This article originally appeared on the Johns Hopkins University Hub. Below is an excerpt.
In an ongoing global survey, more than half of those who are unvaccinated in more than 50 countries indicated in August that they definitely or probably won’t get a COVID-19 vaccine. A new dashboard, launched today by the Johns Hopkins Center for Communication Programs, unpacks that survey data to help explain why—and how experts can work to increase acceptance rates.
The researchers found that the primary reasons around the world for resisting vaccination include fears about side effects, a desire to wait until more people have had the shots so they know they are safe, and a lack of confidence in whether the vaccine really works.
These latest survey results, based on responses gathered between Aug. 16 and 31, can be found in the new COVID Behaviors dashboard, an interactive tool created with data collected from more than 12 million people from 115 countries.

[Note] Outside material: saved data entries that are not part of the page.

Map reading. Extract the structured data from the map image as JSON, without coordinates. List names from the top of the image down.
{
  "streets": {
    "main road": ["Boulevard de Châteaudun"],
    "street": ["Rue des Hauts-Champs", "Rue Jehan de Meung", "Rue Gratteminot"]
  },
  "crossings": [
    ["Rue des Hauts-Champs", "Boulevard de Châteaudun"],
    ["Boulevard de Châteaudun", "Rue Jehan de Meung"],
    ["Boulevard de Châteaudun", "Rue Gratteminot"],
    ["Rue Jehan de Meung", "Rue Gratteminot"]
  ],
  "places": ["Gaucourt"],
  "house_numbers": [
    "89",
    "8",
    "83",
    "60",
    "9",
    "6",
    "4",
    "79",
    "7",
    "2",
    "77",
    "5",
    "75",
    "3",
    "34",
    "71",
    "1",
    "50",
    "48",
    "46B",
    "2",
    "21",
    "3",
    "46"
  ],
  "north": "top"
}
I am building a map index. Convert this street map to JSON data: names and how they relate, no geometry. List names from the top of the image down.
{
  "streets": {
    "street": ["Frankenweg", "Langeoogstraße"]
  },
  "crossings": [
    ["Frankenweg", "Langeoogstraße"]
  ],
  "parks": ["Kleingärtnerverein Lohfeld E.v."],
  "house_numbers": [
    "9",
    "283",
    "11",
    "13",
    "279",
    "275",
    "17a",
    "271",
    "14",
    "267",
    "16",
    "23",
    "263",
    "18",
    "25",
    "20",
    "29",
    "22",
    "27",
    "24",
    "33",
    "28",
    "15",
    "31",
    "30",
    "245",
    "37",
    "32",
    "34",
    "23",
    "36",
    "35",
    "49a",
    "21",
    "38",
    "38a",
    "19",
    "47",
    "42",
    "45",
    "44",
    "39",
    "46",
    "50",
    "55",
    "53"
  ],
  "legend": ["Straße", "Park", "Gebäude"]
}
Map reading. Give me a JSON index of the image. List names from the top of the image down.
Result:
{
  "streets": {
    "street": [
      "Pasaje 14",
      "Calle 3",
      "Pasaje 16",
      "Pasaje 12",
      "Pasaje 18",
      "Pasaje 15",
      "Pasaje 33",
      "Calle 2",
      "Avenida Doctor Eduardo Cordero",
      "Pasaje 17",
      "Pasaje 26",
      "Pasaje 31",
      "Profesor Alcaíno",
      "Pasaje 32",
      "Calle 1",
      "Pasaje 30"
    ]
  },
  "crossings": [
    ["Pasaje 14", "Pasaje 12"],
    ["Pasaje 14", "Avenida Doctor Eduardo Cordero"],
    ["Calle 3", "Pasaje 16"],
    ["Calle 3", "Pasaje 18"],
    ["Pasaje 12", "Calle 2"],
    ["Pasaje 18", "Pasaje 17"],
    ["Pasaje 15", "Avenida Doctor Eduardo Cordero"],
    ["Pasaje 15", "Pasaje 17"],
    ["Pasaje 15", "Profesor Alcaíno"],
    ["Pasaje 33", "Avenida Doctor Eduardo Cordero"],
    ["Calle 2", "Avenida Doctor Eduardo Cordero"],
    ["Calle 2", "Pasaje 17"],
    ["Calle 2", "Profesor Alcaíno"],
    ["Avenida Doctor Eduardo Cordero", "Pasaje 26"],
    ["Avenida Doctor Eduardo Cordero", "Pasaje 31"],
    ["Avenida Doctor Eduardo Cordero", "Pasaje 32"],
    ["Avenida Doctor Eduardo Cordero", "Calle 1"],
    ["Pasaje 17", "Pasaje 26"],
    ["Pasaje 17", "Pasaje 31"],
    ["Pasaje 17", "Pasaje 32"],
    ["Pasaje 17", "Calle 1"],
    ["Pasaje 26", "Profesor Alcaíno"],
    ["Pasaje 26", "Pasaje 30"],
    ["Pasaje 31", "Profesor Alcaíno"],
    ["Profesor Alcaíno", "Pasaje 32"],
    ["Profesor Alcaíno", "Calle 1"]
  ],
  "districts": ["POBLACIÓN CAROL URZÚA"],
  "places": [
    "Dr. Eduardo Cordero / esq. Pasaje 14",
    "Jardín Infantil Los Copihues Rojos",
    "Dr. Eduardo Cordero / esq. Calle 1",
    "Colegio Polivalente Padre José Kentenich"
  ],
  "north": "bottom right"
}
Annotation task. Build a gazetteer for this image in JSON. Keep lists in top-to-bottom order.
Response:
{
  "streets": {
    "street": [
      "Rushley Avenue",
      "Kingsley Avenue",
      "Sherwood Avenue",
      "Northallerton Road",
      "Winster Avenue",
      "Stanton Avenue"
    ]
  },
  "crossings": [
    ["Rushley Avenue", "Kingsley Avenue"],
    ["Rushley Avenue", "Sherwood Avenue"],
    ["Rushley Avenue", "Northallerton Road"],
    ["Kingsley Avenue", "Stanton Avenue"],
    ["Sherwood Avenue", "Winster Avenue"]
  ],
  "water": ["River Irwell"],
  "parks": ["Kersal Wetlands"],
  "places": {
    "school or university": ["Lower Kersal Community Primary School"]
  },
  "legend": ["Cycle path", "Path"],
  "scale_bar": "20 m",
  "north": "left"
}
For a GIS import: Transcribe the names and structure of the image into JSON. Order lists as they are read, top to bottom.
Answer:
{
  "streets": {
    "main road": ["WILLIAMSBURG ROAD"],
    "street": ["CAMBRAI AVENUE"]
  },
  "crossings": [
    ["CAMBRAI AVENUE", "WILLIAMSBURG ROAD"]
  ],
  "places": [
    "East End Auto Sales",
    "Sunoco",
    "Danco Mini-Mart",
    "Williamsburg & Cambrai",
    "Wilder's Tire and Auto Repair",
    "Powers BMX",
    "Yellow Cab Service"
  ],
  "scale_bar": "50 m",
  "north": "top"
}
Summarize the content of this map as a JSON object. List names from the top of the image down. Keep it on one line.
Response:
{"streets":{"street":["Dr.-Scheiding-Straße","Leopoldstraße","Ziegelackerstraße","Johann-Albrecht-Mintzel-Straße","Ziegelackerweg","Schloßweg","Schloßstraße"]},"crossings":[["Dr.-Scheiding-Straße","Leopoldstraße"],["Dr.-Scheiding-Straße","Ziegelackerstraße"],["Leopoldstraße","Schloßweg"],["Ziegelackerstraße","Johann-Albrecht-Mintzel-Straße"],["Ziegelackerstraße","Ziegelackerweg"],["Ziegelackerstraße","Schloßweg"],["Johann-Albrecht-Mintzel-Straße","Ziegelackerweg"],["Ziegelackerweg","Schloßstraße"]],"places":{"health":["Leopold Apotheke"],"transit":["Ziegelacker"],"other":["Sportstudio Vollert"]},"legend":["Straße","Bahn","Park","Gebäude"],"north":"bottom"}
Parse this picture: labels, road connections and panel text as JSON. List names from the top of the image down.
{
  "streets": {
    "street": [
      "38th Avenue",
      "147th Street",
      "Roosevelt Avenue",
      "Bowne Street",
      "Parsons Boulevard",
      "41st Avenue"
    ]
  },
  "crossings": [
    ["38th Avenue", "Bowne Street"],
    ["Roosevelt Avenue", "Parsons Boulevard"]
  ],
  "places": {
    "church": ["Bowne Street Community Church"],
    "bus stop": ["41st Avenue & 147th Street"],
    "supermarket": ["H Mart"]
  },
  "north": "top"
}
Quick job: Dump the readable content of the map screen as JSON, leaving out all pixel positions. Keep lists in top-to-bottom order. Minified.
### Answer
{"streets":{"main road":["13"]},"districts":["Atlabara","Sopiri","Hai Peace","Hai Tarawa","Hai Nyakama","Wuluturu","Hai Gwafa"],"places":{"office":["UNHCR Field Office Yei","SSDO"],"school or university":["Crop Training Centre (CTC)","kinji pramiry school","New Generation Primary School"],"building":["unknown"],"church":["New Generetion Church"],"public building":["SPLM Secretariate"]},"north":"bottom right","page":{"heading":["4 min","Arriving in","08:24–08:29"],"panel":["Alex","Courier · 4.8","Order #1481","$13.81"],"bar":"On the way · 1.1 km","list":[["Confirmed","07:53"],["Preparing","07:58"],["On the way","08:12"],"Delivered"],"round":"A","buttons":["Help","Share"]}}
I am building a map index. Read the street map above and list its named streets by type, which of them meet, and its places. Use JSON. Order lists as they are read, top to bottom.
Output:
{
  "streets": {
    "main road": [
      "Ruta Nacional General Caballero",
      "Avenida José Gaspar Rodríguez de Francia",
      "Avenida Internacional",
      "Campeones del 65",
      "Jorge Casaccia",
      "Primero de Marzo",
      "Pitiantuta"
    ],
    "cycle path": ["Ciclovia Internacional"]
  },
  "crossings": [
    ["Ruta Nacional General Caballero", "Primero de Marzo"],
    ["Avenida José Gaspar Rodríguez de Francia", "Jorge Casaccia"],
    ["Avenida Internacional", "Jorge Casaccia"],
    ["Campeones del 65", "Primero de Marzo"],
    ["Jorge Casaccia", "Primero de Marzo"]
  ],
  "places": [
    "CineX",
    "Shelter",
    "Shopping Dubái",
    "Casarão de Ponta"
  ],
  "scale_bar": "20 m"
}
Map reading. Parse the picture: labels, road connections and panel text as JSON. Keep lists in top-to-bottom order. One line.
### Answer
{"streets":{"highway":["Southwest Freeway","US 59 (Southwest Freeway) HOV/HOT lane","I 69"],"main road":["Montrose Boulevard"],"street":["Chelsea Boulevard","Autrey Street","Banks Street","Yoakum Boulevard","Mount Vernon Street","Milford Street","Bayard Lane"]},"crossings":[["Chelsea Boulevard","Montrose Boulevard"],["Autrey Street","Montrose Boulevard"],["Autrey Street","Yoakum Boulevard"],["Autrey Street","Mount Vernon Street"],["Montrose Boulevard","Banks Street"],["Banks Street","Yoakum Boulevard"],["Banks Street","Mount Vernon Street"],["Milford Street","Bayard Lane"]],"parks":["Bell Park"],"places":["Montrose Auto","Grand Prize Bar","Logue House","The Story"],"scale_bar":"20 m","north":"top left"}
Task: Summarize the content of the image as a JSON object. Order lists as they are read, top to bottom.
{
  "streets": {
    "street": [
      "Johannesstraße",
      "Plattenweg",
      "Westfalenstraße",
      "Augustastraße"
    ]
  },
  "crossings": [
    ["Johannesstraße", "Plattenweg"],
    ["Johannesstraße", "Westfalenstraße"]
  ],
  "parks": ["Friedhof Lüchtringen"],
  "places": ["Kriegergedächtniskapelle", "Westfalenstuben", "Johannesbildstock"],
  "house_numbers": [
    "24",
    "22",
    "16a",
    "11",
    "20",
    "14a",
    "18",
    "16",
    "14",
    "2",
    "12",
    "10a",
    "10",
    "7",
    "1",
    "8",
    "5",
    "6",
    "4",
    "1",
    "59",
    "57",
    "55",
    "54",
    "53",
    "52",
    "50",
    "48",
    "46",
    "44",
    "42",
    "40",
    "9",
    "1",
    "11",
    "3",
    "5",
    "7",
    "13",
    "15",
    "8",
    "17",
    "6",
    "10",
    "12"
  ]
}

The survey—believed to be the world’s largest daily survey of global COVID knowledge, attitudes, and practices—has been fielded every day since May 20, 2021. It is expected to continue until the end of this year, and new data will become available every two weeks.
The dashboard is intended to be used by policymakers, government officials, and public health practitioners at national and sub-national levels to better understand the behavioral drivers behind vaccine uptake, masking, and physical distancing that can prevent the spread of COVID-19.